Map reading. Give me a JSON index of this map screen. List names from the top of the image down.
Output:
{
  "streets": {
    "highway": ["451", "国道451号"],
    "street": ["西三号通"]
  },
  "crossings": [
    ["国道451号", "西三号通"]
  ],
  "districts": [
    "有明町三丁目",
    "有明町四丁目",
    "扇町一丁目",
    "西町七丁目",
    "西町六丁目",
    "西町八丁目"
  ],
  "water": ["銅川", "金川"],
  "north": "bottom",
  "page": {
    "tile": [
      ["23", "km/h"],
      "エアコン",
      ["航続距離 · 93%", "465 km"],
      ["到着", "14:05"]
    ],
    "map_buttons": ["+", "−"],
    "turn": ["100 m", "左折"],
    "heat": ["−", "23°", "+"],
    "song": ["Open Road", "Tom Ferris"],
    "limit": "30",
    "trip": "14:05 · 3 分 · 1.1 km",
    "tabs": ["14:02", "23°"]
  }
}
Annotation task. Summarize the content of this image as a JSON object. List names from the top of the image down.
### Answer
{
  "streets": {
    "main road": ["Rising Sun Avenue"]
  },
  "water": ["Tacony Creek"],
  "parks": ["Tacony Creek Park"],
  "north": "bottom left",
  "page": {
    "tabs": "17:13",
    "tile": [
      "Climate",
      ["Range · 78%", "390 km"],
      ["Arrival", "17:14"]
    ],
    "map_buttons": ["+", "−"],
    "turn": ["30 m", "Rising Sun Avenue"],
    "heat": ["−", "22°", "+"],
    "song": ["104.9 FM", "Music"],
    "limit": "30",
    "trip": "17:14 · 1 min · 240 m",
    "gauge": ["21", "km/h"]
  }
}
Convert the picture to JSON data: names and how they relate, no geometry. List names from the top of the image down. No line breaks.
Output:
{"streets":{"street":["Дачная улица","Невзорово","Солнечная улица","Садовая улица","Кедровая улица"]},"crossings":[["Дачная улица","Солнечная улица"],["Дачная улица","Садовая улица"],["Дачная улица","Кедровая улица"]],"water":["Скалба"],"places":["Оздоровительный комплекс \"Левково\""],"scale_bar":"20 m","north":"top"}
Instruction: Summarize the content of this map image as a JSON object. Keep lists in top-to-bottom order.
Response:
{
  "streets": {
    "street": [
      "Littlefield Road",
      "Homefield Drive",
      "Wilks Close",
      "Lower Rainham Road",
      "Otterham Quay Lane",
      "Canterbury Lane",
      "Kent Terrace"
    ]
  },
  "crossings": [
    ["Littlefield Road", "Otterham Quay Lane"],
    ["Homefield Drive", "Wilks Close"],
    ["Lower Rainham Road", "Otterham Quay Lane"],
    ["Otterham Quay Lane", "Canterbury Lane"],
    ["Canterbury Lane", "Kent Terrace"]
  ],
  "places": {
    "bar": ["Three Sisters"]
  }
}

● ● ● ●

Your job is to write out the data exactly as it stands.

| Result of this exercise |
Map reading. Give me a JSON index of this map screen. List names from the top of the image down.
Output:
{
  "streets": {
    "highway": ["451", "国道451号"],
    "street": ["西三号通"]
  },
  "crossings": [
    ["国道451号", "西三号通"]
  ],
  "districts": [
    "有明町三丁目",
    "有明町四丁目",
    "扇町一丁目",
    "西町七丁目",
    "西町六丁目",
    "西町八丁目"
  ],
  "water": ["銅川", "金川"],
  "north": "bottom",
  "page": {
    "tile": [
      ["23", "km/h"],
      "エアコン",
      ["航続距離 · 93%", "465 km"],
      ["到着", "14:05"]
    ],
    "map_buttons": ["+", "−"],
    "turn": ["100 m", "左折"],
    "heat": ["−", "23°", "+"],
    "song": ["Open Road", "Tom Ferris"],
    "limit": "30",
    "trip": "14:05 · 3 分 · 1.1 km",
    "tabs": ["14:02", "23°"]
  }
}
Annotation task. Summarize the content of this image as a JSON object. List names from the top of the image down.
### Answer
{
  "streets": {
    "main road": ["Rising Sun Avenue"]
  },
  "water": ["Tacony Creek"],
  "parks": ["Tacony Creek Park"],
  "north": "bottom left",
  "page": {
    "tabs": "17:13",
    "tile": [
      "Climate",
      ["Range · 78%", "390 km"],
      ["Arrival", "17:14"]
    ],
    "map_buttons": ["+", "−"],
    "turn": ["30 m", "Rising Sun Avenue"],
    "heat": ["−", "22°", "+"],
    "song": ["104.9 FM", "Music"],
    "limit": "30",
    "trip": "17:14 · 1 min · 240 m",
    "gauge": ["21", "km/h"]
  }
}
Convert the picture to JSON data: names and how they relate, no geometry. List names from the top of the image down. No line breaks.
Output:
{"streets":{"street":["Дачная улица","Невзорово","Солнечная улица","Садовая улица","Кедровая улица"]},"crossings":[["Дачная улица","Солнечная улица"],["Дачная улица","Садовая улица"],["Дачная улица","Кедровая улица"]],"water":["Скалба"],"places":["Оздоровительный комплекс \"Левково\""],"scale_bar":"20 m","north":"top"}
Instruction: Summarize the content of this map image as a JSON object. Keep lists in top-to-bottom order.
Response:
{
  "streets": {
    "street": [
      "Littlefield Road",
      "Homefield Drive",
      "Wilks Close",
      "Lower Rainham Road",
      "Otterham Quay Lane",
      "Canterbury Lane",
      "Kent Terrace"
    ]
  },
  "crossings": [
    ["Littlefield Road", "Otterham Quay Lane"],
    ["Homefield Drive", "Wilks Close"],
    ["Lower Rainham Road", "Otterham Quay Lane"],
    ["Otterham Quay Lane", "Canterbury Lane"],
    ["Canterbury Lane", "Kent Terrace"]
  ],
  "places": {
    "bar": ["Three Sisters"]
  }
}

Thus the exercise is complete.